Les législations de la Grande-Bretagne et de l'Espagne ne méritent pas ce reproche; dans le premier de ces pays, depuis 1775 un certain nombre de corps constitués et notamment les deux Universités anglaises et les quatre écossaises jouissent de droits perpétuels (susceptibles d'ailleurs d'une limitation) (V. 15, Geo. III, c. 53; 5 et 6 Vict. c. 45, s. 27). Depuis 1801, le collège de la Trinité à Dublin bénéficie des mêmes avantages (41, Geo. III, c. 107). En Espagne, toutes les associations légalement fondées, peuvent invoquer, sans aucune distinction, un privilège d'une durée indéterminée. (V. art. 4, nos 1, 2 et art. 32 § 3.)

En sens inverse, il est permis de citer les décisions de la loi italienne; le droit des corps savants ne dure que vingt ans, alors que le privilège des héritiers est au moins de quarante ans (art. 11, 1882).

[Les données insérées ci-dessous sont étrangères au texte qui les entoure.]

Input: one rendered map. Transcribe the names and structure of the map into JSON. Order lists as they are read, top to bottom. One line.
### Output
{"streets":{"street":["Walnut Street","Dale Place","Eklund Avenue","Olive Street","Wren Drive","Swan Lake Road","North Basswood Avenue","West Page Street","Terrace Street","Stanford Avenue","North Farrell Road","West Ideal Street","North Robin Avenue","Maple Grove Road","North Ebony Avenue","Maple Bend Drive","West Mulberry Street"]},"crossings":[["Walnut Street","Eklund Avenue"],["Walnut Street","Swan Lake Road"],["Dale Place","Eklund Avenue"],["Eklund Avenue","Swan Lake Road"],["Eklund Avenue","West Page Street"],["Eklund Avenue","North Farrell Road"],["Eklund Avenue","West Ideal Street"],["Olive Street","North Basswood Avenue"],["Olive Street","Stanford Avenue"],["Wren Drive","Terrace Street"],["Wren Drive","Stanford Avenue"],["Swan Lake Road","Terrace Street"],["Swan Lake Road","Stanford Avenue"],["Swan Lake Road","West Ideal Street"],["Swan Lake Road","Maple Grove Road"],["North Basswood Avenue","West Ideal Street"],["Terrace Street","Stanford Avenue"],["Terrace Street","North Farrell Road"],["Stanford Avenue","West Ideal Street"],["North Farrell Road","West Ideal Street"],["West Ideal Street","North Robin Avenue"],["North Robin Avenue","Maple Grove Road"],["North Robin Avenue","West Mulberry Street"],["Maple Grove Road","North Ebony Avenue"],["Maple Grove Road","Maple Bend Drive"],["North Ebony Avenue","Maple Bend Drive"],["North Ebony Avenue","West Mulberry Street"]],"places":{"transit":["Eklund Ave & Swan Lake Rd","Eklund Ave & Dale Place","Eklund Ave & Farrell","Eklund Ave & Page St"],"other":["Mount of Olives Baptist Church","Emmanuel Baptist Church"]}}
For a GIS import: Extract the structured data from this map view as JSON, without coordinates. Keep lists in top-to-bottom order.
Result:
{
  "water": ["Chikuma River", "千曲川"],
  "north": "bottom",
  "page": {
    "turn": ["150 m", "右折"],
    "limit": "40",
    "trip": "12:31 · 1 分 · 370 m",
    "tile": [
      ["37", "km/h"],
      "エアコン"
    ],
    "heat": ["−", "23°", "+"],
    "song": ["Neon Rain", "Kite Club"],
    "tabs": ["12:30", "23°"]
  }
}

Au Mexique, le droit de reproduction existe au profit des académies et des autres établissements scientifiques et littéraires, pendant vingt-cinq ans (1282C. C.); ce droit ne dure que pendant dix ans dans le cas où l'État publie lui-même ; ces délais d'ailleurs peuvent varier suivant les circonstances (1375-6. C.C.)